DATA EXCERPT ->
Content starts
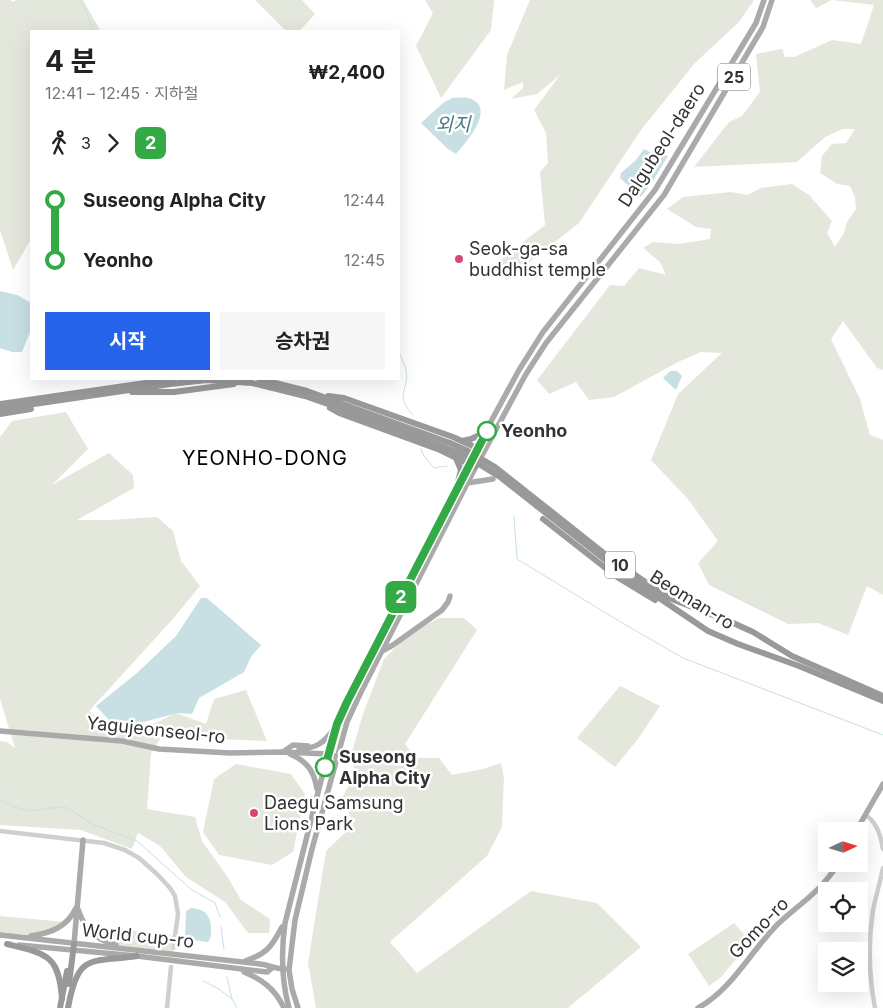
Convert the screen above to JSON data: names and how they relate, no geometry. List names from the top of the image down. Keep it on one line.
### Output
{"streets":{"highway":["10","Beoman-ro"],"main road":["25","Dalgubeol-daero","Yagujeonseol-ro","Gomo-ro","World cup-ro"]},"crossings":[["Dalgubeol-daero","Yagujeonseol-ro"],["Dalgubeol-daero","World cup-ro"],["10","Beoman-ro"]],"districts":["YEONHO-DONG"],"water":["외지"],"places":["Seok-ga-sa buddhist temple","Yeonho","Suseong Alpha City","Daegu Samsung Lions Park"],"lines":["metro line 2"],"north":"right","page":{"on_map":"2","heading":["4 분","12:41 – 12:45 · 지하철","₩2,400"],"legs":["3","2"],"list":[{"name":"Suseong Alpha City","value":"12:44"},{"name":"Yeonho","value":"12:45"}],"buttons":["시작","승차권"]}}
Content ends
WHAT NEEDS TO BE DONE -> Return the full material word for word. Do not include the pictures.

REPLY TO THE TASK ->
Convert the screen above to JSON data: names and how they relate, no geometry. List names from the top of the image down. Keep it on one line.
### Output
{"streets":{"highway":["10","Beoman-ro"],"main road":["25","Dalgubeol-daero","Yagujeonseol-ro","Gomo-ro","World cup-ro"]},"crossings":[["Dalgubeol-daero","Yagujeonseol-ro"],["Dalgubeol-daero","World cup-ro"],["10","Beoman-ro"]],"districts":["YEONHO-DONG"],"water":["외지"],"places":["Seok-ga-sa buddhist temple","Yeonho","Suseong Alpha City","Daegu Samsung Lions Park"],"lines":["metro line 2"],"north":"right","page":{"on_map":"2","heading":["4 분","12:41 – 12:45 · 지하철","₩2,400"],"legs":["3","2"],"list":[{"name":"Suseong Alpha City","value":"12:44"},{"name":"Yeonho","value":"12:45"}],"buttons":["시작","승차권"]}}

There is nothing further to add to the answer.